= Exercise requirements =
Repeat all of the data exactly. Leave nothing out.

(Saved entries)

*** Block opens ***

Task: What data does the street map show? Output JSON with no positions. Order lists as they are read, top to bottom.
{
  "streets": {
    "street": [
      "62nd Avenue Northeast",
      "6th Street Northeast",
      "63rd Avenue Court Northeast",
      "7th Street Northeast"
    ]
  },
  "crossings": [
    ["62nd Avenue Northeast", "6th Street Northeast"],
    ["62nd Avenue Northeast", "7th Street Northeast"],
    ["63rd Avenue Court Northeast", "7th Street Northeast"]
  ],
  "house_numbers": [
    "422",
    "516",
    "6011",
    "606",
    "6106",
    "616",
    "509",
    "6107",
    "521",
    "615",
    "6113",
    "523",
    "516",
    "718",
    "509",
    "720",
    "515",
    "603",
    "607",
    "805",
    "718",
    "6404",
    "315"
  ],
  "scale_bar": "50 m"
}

*** Block closes ***

= Exercise output =
Task: What data does the street map show? Output JSON with no positions. Order lists as they are read, top to bottom.
{
  "streets": {
    "street": [
      "62nd Avenue Northeast",
      "6th Street Northeast",
      "63rd Avenue Court Northeast",
      "7th Street Northeast"
    ]
  },
  "crossings": [
    ["62nd Avenue Northeast", "6th Street Northeast"],
    ["62nd Avenue Northeast", "7th Street Northeast"],
    ["63rd Avenue Court Northeast", "7th Street Northeast"]
  ],
  "house_numbers": [
    "422",
    "516",
    "6011",
    "606",
    "6106",
    "616",
    "509",
    "6107",
    "521",
    "615",
    "6113",
    "523",
    "516",
    "718",
    "509",
    "720",
    "515",
    "603",
    "607",
    "805",
    "718",
    "6404",
    "315"
  ],
  "scale_bar": "50 m"
}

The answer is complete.